Use It in Sandwiches and Wraps
Put watercress in your sandwiches or wraps. Its crispy texture and peppery flavor can add a good crunch and taste to other ingredients.
Quick Sauté for Warm Dishes
Try sautéing watercress quickly for warm dishes. A fast sauté with olive oil and garlic can bring out its flavor without losing its nutrition. Just be careful not to cook it too much so it stays crispy.
Make Pesto or Green Sauce
Get creative and use watercress in pesto or green sauces. Mix it with garlic, nuts, Parmesan cheese, and olive oil to make a tasty and nutritious sauce for pasta, meat, or veggies.
Store It Right
Keep any leftover watercress in the fridge, ideally in a plastic bag with holes or wrapped in a wet paper towel. This helps it stay fresh for a longer time.

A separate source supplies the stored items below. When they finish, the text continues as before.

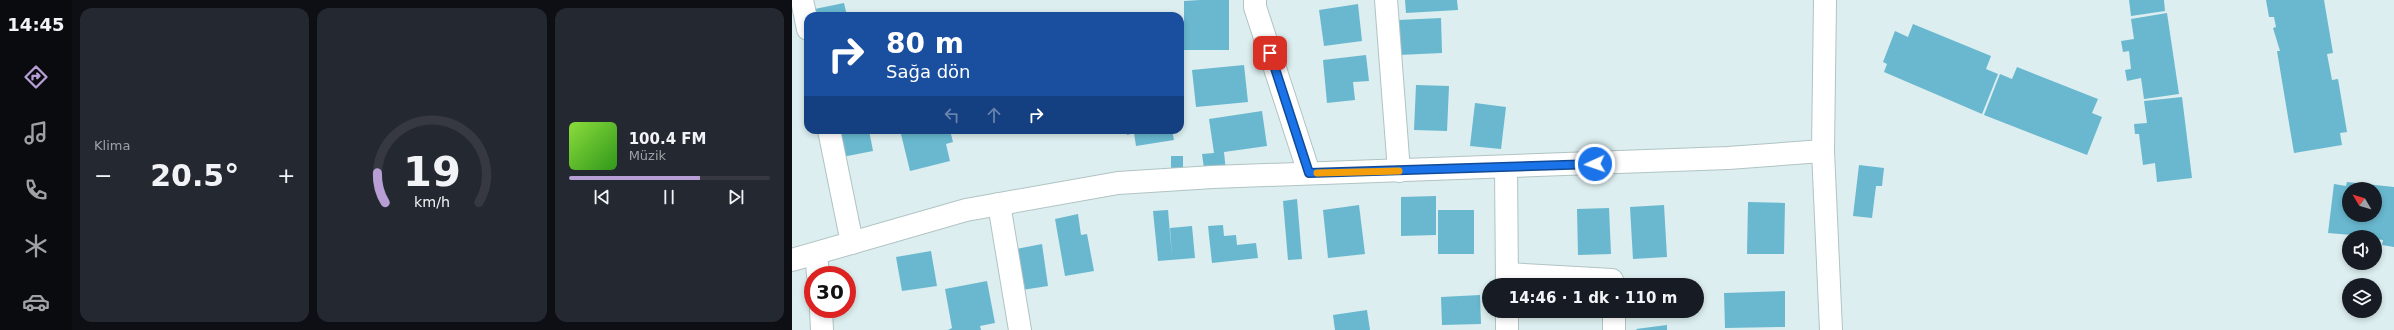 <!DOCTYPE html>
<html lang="tr">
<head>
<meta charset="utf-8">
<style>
	:root { --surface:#171b24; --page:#242831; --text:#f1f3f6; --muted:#9ea1a6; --line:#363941; --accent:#b79ed4 }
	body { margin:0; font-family:"DejaVu Sans",sans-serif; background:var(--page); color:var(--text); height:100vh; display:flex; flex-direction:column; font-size:15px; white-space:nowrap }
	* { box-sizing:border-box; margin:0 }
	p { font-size:13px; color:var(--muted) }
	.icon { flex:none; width:22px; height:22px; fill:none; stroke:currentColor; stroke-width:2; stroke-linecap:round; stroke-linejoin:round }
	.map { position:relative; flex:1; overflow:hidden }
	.details { display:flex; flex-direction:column; gap:8px; padding:8px; background:#0d0f14; width:720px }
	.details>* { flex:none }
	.banner { position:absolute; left:12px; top:12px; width:380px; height:122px; border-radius:12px; box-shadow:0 2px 6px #0003; background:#1a4fa0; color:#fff; overflow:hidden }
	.needle { width:26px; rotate:308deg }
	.tools { position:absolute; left:1550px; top:182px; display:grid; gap:8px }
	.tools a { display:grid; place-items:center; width:40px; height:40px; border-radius:50%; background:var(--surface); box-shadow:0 2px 6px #0003; font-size:20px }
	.speed { position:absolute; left:12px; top:266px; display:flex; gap:8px; font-size:20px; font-weight:700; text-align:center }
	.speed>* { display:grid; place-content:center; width:52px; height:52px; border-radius:50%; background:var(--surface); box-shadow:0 2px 6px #0003; line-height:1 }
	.speed .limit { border:6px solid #d22; background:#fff; color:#111 }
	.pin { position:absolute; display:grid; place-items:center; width:34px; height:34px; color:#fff; margin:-17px; border-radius:8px; box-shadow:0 2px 6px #0006 }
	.me { position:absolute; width:44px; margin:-22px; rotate:267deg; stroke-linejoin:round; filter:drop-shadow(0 0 3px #0008) }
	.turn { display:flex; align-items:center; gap:14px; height:84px; padding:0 16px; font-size:18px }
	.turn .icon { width:52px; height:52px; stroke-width:2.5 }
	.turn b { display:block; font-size:28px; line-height:34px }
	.lanes { display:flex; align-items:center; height:38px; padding:0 16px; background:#0003; justify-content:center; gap:20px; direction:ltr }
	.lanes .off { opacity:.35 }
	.big { font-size:30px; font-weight:700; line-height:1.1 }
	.details .widget { flex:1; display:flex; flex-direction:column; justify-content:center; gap:6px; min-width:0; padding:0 14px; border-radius:12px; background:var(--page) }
	.details .dial { align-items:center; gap:0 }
	.dial svg { height:104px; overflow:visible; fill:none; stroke:var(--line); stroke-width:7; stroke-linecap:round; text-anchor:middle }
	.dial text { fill:var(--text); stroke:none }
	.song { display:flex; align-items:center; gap:12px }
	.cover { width:48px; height:48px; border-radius:6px; background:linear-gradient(135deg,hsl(90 70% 55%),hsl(110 70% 35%)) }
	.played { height:4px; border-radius:2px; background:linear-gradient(90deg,var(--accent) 65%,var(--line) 65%) }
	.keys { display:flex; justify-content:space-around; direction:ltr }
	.heat { display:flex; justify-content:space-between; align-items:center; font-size:22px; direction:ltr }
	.details .tiles { flex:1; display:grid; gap:8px; grid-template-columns:repeat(3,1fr) }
	.trip { position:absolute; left:690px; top:278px; width:222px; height:40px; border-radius:20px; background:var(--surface); box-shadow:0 2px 6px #0003; font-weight:700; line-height:40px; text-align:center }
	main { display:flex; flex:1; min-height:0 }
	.tab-bar { display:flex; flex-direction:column; width:72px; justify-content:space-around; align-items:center; background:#090b0e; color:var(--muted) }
	.tab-bar .icon { width:28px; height:28px }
	.tab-bar .on { color:var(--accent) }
	.tab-bar b { font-size:18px; color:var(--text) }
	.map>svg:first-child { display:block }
	.building { fill:#69b8cf; fill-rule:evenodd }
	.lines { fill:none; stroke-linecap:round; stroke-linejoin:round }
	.street-casing { stroke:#b1c3c3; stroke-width:24 }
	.secondary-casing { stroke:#b1c3c3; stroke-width:24 }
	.street { stroke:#fff; stroke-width:22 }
	.secondary { stroke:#fff; stroke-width:22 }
	.route-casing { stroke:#114b97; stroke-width:10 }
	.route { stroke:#1a73e8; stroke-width:7 }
	.slow { stroke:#f59e0b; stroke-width:7 }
</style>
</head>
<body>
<main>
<nav class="tab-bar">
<b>14:45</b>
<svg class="icon on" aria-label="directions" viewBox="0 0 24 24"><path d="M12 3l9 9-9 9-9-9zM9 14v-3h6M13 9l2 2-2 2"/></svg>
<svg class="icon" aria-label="music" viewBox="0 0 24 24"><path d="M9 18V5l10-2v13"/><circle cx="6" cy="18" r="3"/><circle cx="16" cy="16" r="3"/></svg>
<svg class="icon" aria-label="phone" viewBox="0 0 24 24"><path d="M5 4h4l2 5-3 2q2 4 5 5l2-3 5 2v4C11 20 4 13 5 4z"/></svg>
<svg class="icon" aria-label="climate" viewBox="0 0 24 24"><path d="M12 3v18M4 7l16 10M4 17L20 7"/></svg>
<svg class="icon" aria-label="car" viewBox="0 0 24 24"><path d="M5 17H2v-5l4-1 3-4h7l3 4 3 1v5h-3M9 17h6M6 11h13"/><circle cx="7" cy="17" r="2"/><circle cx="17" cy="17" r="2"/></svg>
</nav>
<section class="details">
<div class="tiles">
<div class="widget"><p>Klima</p>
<div class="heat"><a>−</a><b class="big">20.5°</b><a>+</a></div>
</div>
<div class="widget dial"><svg viewBox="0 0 100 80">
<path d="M14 69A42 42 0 1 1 86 69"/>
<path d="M14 69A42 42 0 0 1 8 46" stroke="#b79ed4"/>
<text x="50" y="56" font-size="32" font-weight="700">19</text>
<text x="50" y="72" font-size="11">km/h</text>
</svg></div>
<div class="widget">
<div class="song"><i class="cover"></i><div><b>100.4 FM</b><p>Müzik</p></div></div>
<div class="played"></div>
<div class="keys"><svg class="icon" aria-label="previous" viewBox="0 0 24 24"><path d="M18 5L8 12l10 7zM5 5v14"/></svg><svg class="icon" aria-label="pause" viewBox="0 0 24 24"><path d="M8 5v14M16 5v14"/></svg><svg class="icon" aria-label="next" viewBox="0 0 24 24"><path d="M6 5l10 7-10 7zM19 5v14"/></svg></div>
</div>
</div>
</section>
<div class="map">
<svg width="1602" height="330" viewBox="0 0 1602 330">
	<rect width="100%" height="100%" fill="#dceeef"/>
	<g class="building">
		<polygon points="408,0 437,0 437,50 392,50 392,1"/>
		<polygon points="613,0 665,0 666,10 614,13"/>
		<polygon points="1337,0 1372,0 1373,11 1339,16"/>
		<polygon points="1474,0 1532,0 1541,53 1535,54 1540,80 1546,79 1555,132 1548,133 1550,145 1502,153 1485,51 1488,51 1481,28 1484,27 1482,17 1477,17"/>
		<polygon points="52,3 55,16 16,16 13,11"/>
		<polygon points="566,4 570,41 532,46 527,10"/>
		<polygon points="1375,13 1387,94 1352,99 1349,78 1335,81 1333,70 1339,69 1337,51 1331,52 1329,41 1342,39 1339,19"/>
		<polygon points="649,18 650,53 607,55 606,20"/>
		<polygon points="1121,24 1199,56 1194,69 1206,74 1190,114 1092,72 1095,64 1091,62 1103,31 1116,37"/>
		<polygon points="574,55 577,81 561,82 563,100 535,103 531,60"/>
		<polygon points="452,65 456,102 404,107 400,70"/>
		<polygon points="1225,67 1306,99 1300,113 1310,117 1295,155 1192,115 1208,74 1220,79"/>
		<polygon points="624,85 657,86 655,131 622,130"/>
		<polygon points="1390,97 1400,178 1365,182 1363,163 1351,165 1347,134 1343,134 1342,124 1355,123 1352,101"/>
		<polygon points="683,103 714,107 709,149 678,146"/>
		<polygon points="470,111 475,146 432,152 434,172 413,175 410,154 422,153 417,119"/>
		<polygon points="39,130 77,130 81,151 45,158"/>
		<polygon points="108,130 158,130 161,142 154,144 158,161 118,171"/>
		<polygon points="334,130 380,130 382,140 344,146 342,133 335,135"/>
		<polygon points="379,156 391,156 391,172 379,173"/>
		<polygon points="1067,165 1092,168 1090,186 1084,186 1080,218 1061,216"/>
		<path d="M1555,182L1602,187V247L1590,245L1591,240L1583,239V237L1536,233L1542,184L1554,186ZM1557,189H1583V215H1557Z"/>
		<polygon points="644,196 644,235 609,236 609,197"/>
		<polygon points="505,199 510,259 496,260 491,201"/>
		<polygon points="956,202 993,203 992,254 955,254"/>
		<polygon points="567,205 573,254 536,258 531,210"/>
		<polygon points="872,205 875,257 841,259 838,207"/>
		<polygon points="817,208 819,254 786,255 785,209"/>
		<polygon points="376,210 380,256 378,228 400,226 403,258 366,261 361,211"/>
		<rect x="646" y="210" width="36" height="44"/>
		<polygon points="286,214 289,235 295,234 302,271 273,276 263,219"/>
		<polygon points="431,225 432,236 444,235 445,245 464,243 466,258 420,263 416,226"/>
		<polygon points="250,244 256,286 230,290 224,249"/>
		<polygon points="139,251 145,286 110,291 104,257"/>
		<polygon points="195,281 203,323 188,326 189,330 156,330 160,328 153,289"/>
		<polygon points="993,291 993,327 933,328 932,293"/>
		<polygon points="688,295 689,324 650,325 649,297"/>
		<polygon points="575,310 578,330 543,330 541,315"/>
		<polygon points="841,311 873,311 874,312 841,314"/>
		<polygon points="875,325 875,330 845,330 844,329"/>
	</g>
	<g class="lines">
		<defs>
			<g id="street">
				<polyline points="10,0 16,29"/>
				<polyline points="463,0 463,7 517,173"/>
				<polyline points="594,0 607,171"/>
				<polyline points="37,130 60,243"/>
				<polyline points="714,167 715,285"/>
				<polyline points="207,204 228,330"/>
				<polyline points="24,254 26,275"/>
				<polyline points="0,260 174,210 326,183 421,177 936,158 1031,151"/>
				<polyline points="715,274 820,280 821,285"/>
				<polyline points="29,309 30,330"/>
				<polyline points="715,311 715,330"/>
				<polyline points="822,311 822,330"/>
			</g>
			<polyline id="secondary" points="1033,0 1031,151 1039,330"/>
		</defs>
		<use href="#street" class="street-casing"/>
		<use href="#secondary" class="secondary-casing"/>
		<use href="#street" class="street"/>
		<use href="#secondary" class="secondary"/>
	</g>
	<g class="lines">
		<defs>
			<polyline id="route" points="478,53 517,173 803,164"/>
		</defs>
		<use href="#route" class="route-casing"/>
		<use href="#route" class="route"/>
		<polyline class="slow" points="525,173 607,171"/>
	</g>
</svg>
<div class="tools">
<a><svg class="needle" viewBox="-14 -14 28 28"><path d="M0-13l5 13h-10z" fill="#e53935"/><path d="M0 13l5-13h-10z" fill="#9ea1a6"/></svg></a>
<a><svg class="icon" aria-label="sound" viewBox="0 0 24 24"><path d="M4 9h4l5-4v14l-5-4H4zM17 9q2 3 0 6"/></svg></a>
<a><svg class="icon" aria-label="layers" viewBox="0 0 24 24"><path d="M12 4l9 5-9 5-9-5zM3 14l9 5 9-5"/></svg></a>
</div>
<div class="speed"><div class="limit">30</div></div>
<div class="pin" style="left:478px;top:53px;background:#d93025"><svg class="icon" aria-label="arrive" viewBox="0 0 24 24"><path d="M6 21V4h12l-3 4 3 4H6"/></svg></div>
<svg class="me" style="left:803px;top:164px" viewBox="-20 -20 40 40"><circle r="17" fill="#1a73e8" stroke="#fff" stroke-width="3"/><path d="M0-11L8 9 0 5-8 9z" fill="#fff"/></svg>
<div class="trip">14:46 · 1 dk · 110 m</div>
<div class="banner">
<div class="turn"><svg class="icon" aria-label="right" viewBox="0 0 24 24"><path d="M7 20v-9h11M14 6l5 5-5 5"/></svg><div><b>80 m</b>Sağa dön</div></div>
<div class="lanes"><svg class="icon off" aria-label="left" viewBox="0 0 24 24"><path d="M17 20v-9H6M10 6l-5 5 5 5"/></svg><svg class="icon off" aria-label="ahead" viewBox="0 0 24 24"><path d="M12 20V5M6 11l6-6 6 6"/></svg><svg class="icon" aria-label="right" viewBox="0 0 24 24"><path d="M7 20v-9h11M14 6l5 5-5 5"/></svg></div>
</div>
</div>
</main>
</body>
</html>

These simple tips will help you make the most of your watercress, making it a healthy and tasty addition to various dishes.
Tips on Including Watercress in Meal
If you want to add more greens to your diet, watercress is a wonderful addition to your menu. In addition to being a great addition to salads, it also goes well with meat. Add watercress sprigs to a grilled pork shoulder or a pepper steak with red wine sauce. You can also use watercress as a garnish for Asian or French dishes. Cooking the watercress until it is wilted will mellow its flavor and make it more versatile.
Its high vitamin C content is also an excellent source of antioxidants. These help fight oxidative stress and inflammation. Additionally, watercress is a rich source of vitamin K, which strengthens bones and prevents bone loss. It is also packed with vitamins A, C, E, and magnesium.
The flavor of watercress is reminiscent of other mustard family plants. It is mild early in the year and more pronounced during the summer. However, it is still best used in cooked dishes where it can add spice, so it's best to keep it milder.
Before cooking watercress, you should wash it thoroughly. Trim the stems if needed. Cooking the watercress kills parasites and bacteria and makes eating large quantities easier. Cooking the watercress also prevents it from harboring small snails and bugs.